[Collected data]
==============================

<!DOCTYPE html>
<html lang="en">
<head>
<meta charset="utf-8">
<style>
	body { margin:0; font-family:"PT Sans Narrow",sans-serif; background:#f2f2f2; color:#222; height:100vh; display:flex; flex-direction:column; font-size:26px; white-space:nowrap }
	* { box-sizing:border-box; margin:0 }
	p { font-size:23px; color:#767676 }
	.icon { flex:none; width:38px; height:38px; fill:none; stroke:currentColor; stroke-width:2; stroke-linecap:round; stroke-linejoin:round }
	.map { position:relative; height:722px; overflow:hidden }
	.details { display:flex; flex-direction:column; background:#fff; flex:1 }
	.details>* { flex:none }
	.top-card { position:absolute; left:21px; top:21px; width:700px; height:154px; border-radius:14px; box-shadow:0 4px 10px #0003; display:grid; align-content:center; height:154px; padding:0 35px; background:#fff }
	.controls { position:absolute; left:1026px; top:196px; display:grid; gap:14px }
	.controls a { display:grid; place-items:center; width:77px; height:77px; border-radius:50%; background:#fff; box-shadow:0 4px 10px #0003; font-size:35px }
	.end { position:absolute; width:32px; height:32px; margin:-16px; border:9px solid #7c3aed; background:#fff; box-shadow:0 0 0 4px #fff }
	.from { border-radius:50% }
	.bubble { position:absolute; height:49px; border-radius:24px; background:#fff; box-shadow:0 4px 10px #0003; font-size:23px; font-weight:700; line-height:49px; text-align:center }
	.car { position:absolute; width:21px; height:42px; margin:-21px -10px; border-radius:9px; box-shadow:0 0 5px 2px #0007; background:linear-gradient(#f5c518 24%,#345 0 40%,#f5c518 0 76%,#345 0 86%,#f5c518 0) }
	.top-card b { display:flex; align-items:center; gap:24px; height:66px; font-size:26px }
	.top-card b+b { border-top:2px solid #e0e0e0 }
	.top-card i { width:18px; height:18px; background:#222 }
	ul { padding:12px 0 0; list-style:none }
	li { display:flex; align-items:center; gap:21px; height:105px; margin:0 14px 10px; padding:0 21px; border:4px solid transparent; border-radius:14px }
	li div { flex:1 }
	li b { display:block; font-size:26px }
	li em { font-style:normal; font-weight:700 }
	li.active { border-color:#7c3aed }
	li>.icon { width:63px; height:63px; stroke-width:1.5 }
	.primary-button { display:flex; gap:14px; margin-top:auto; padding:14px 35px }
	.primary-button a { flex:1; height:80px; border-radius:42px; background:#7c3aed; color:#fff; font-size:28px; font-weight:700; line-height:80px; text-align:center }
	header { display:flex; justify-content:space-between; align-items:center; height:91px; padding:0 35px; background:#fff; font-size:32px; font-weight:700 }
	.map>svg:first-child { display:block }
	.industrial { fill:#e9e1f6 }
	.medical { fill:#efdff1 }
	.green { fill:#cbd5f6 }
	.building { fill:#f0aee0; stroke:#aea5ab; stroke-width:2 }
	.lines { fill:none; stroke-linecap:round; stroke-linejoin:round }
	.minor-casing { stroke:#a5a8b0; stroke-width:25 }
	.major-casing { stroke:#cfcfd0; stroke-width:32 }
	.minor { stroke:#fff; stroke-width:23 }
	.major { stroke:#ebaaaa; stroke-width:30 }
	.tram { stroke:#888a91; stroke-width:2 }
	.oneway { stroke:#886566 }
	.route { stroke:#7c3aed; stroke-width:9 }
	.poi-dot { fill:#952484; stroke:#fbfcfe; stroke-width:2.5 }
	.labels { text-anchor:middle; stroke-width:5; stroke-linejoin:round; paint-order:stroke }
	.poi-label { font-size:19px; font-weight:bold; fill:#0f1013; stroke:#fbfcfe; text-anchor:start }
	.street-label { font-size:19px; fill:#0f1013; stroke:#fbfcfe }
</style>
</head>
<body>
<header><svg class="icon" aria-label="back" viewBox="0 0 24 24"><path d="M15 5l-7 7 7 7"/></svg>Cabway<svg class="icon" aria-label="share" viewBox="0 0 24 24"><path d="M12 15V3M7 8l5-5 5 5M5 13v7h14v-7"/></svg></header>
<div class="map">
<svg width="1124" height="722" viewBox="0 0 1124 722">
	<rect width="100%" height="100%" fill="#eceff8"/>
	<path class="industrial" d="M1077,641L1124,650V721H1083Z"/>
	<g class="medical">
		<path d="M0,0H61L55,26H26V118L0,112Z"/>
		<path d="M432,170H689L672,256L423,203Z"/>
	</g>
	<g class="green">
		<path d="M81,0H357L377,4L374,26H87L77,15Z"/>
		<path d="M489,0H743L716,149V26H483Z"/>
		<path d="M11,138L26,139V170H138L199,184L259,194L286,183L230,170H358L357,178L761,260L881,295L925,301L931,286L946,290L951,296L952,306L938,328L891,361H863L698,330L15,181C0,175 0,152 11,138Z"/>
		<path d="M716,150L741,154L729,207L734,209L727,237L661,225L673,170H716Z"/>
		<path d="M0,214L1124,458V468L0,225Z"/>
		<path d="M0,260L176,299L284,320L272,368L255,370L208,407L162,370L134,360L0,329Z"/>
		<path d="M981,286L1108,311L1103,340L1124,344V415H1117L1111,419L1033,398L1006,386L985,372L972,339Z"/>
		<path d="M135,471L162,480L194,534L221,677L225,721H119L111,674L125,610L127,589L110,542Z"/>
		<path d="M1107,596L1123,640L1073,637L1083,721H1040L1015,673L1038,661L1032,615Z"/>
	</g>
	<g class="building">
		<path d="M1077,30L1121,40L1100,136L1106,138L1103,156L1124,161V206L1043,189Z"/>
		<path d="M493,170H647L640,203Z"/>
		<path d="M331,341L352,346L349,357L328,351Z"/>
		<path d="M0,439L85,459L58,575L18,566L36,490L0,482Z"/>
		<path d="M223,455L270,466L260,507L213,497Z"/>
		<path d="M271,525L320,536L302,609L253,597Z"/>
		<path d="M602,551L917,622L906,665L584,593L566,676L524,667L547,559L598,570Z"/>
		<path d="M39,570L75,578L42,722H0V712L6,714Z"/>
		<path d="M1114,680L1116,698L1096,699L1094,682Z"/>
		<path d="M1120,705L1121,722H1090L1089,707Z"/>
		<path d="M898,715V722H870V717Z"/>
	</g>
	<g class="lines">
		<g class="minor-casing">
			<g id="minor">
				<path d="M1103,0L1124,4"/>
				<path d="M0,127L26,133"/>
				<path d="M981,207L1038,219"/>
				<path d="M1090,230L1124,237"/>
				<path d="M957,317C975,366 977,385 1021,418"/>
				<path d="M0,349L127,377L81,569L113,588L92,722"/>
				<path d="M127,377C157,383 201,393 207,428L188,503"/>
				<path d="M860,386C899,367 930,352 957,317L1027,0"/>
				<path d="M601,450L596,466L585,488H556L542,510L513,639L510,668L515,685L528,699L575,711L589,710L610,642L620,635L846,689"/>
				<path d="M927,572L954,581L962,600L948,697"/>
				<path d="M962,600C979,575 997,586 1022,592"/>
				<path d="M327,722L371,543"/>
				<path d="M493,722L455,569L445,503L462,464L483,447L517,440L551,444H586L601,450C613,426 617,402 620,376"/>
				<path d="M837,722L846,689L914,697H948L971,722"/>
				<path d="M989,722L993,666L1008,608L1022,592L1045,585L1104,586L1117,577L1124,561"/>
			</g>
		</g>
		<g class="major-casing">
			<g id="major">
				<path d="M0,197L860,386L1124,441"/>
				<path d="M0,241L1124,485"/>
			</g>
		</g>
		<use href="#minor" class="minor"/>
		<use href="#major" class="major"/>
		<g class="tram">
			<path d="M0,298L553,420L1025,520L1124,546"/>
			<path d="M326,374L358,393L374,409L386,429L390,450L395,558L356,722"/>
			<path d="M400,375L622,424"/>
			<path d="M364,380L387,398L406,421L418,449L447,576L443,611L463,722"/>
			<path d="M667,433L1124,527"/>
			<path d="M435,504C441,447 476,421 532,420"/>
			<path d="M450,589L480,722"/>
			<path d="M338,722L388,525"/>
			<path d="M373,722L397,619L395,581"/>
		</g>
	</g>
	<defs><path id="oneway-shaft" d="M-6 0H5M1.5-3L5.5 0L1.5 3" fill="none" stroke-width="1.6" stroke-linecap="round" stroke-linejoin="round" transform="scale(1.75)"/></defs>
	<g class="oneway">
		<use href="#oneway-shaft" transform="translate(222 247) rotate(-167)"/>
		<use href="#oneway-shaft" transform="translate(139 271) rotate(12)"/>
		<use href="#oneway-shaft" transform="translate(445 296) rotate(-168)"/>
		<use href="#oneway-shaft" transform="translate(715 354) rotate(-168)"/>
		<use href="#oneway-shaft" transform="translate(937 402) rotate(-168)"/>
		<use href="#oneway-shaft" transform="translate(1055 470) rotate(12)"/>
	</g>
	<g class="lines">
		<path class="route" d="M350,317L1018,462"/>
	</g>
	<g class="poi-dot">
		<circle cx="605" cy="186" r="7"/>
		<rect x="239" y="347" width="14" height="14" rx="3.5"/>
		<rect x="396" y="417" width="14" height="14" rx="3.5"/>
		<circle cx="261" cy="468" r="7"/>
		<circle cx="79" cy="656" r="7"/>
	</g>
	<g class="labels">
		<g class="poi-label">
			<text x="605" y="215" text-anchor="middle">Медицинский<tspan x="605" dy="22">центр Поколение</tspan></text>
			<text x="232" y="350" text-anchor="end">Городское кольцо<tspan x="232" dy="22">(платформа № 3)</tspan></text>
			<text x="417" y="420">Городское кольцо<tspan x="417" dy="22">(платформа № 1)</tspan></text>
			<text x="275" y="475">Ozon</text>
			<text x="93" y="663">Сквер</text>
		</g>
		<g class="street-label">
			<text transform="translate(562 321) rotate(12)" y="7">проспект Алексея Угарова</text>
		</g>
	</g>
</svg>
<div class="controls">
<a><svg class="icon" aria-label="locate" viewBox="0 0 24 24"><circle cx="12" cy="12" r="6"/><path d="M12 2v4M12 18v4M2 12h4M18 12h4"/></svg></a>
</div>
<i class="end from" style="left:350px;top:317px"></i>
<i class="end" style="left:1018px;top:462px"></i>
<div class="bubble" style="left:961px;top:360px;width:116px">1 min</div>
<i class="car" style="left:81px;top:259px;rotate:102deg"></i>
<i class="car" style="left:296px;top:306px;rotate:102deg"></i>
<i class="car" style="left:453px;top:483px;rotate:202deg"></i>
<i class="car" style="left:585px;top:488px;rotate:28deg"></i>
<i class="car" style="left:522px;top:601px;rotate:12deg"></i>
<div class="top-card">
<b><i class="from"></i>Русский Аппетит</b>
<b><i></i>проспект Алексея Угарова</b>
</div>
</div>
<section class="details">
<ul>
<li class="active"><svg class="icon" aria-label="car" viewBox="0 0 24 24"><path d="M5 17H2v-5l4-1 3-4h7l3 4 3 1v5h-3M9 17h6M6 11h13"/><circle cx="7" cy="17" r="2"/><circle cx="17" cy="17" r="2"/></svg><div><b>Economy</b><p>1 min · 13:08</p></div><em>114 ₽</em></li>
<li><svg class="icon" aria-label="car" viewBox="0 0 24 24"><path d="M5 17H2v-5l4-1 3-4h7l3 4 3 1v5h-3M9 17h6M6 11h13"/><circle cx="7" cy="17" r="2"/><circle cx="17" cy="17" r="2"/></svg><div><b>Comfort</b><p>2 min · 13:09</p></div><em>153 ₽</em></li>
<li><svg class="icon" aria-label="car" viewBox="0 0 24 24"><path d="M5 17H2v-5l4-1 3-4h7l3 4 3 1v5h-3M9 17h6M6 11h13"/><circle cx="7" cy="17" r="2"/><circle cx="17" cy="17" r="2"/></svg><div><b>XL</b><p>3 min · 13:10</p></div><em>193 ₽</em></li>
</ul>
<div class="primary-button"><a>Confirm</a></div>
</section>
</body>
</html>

==============================

Description of the task:
Among the lines of the records above, count those holding the string "button", and report only the number.

Response area:
3